What is being asked: Please find how many lines of the data contain the string "linecap", and respond with that number only.

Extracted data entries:
--------------------

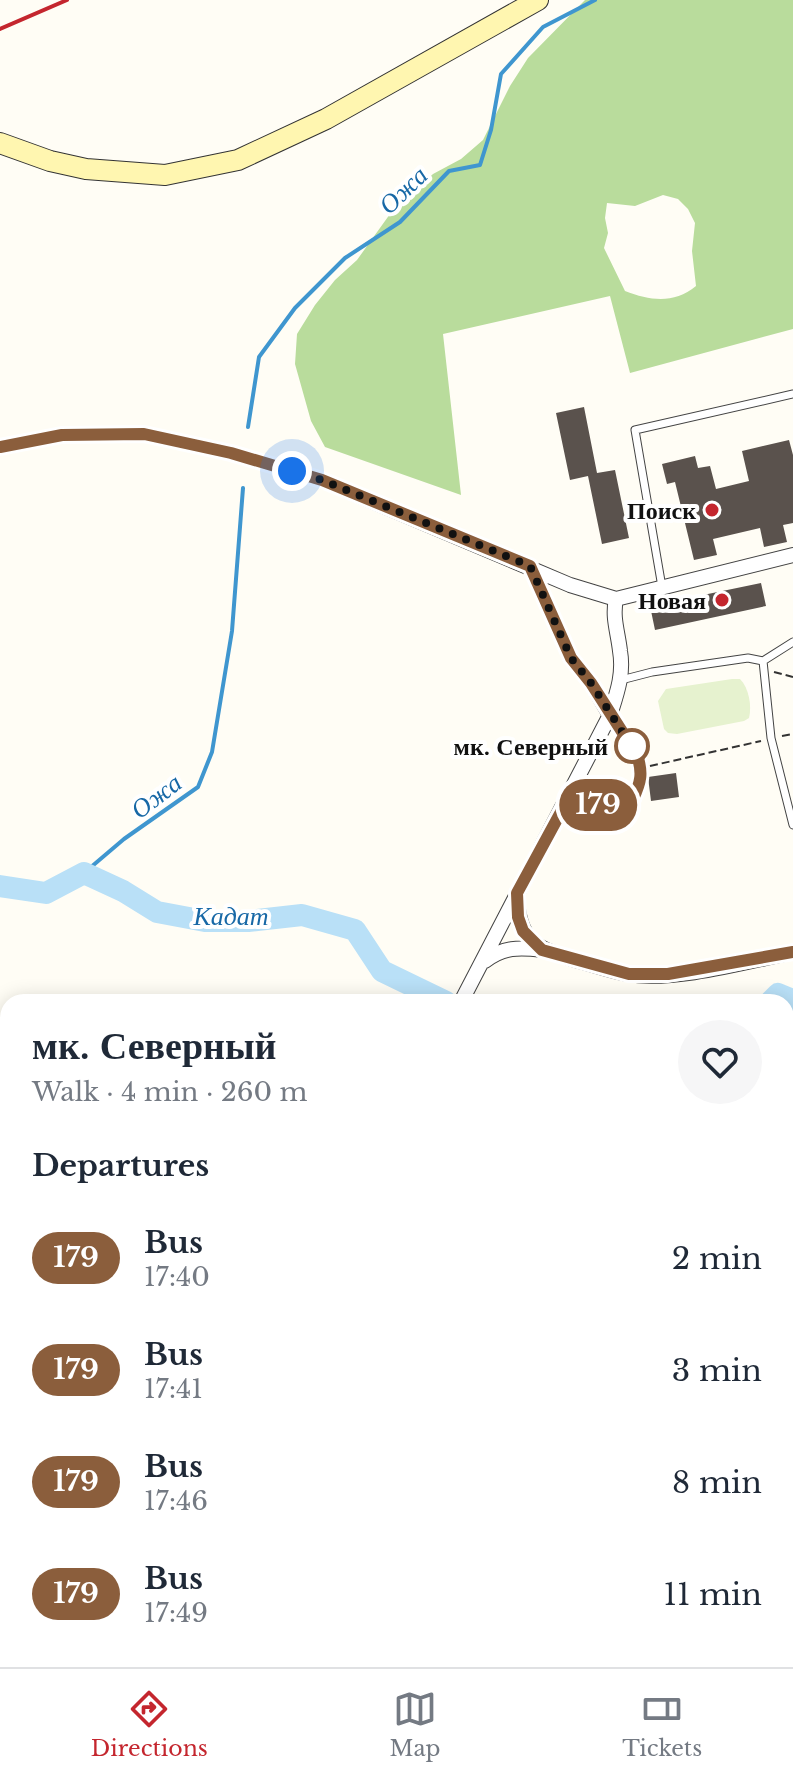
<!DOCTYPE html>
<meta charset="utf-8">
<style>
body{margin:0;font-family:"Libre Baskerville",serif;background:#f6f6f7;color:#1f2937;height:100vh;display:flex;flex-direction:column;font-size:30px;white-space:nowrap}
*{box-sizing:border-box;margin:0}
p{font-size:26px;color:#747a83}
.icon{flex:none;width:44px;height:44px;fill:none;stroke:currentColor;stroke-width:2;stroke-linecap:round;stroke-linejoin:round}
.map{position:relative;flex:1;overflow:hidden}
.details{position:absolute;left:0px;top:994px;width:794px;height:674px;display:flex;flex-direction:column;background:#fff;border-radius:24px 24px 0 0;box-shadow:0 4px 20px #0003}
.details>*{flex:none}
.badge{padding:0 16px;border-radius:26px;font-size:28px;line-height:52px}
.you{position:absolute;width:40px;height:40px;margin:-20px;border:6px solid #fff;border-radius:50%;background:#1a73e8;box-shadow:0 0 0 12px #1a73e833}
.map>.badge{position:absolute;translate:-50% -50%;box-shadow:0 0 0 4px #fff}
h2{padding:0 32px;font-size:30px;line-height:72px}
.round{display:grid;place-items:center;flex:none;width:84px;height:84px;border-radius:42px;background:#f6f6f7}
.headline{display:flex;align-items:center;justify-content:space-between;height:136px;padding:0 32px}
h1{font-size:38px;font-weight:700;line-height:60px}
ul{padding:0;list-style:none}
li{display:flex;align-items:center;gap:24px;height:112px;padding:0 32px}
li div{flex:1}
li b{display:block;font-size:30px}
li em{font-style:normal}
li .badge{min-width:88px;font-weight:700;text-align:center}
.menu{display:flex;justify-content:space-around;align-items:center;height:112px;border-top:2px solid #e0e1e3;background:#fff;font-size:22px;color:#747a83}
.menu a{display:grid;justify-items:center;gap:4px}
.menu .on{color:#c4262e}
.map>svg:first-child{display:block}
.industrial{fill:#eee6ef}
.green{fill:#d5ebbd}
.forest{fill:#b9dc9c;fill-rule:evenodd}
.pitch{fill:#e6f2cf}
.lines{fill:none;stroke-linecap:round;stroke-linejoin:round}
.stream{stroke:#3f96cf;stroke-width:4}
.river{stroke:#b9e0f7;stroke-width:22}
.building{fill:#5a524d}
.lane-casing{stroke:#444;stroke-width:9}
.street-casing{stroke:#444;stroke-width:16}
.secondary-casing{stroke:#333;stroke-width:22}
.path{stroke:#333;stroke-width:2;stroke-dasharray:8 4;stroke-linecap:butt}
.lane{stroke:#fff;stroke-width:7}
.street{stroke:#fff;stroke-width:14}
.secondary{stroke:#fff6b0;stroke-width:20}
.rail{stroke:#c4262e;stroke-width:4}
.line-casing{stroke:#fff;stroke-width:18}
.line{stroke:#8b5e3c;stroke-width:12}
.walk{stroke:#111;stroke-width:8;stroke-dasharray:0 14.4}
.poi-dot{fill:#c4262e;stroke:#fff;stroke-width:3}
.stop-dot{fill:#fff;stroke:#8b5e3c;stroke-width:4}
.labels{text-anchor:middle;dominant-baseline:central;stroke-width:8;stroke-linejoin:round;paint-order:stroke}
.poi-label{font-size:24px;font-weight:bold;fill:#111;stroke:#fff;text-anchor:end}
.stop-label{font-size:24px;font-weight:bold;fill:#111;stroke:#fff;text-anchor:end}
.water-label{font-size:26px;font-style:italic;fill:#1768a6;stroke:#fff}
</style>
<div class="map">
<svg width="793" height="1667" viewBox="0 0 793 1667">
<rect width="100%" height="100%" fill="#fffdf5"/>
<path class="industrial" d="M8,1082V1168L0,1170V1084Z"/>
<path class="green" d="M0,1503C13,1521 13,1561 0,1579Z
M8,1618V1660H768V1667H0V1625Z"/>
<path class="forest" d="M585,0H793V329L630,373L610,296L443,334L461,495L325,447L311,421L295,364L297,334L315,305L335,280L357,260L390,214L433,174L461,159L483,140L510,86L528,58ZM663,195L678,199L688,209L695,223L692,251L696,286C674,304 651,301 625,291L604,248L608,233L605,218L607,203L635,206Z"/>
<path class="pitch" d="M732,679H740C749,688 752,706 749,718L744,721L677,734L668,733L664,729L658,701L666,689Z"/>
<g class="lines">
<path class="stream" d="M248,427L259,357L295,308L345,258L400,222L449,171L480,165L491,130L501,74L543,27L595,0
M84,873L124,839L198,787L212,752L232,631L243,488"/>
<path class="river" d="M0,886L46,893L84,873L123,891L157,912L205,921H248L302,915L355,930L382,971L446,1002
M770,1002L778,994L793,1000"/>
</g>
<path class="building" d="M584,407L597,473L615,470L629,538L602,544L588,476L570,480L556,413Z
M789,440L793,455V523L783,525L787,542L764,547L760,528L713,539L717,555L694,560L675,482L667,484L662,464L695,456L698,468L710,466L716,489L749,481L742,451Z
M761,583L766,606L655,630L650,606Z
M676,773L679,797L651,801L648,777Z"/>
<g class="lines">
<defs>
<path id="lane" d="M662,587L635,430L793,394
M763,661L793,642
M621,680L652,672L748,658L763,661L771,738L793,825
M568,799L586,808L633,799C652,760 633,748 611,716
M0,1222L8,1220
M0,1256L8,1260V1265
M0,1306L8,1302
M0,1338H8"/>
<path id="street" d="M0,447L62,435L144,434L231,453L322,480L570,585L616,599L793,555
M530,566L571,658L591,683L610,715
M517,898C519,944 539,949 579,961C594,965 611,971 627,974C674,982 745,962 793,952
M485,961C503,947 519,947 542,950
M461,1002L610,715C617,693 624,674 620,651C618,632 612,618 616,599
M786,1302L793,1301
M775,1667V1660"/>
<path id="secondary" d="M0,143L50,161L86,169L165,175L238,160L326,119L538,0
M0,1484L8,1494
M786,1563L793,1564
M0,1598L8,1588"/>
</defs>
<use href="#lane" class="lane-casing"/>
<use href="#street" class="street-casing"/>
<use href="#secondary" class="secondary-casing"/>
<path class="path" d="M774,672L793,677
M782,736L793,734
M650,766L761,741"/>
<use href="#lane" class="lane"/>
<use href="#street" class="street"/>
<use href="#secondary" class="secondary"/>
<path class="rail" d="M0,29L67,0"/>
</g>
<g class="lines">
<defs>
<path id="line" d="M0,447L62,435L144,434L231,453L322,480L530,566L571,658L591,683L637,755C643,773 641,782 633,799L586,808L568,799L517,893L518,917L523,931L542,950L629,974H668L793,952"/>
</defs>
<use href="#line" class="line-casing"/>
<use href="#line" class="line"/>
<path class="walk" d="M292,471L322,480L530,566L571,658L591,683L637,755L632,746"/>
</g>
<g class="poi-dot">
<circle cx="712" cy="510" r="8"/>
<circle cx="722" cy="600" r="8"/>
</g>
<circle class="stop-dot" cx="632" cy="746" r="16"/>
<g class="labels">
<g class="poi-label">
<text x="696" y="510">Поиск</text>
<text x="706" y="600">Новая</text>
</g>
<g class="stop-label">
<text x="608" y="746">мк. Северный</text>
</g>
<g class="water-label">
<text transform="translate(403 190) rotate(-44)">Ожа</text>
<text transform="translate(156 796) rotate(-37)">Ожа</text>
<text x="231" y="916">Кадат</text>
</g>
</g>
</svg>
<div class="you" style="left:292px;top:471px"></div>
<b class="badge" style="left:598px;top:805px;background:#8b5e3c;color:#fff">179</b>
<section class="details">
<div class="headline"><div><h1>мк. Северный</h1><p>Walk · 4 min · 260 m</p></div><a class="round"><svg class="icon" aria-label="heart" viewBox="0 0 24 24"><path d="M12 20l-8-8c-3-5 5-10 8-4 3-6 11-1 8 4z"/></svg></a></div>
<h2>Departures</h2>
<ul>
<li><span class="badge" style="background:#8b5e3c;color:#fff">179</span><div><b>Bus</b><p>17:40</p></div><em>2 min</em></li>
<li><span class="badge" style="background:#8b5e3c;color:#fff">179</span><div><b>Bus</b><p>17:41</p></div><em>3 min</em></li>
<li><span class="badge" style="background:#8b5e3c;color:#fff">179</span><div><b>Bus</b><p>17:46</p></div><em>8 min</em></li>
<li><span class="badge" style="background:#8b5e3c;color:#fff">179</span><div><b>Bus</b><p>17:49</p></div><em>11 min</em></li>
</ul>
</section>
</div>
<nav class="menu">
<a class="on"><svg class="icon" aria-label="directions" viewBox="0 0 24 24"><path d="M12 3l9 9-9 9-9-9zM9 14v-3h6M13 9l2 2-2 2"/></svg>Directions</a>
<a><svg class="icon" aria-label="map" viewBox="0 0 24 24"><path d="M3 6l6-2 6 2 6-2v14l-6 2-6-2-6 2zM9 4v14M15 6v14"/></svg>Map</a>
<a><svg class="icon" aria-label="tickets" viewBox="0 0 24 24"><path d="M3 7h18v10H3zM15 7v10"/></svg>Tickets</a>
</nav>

--------------------

Task solution: 3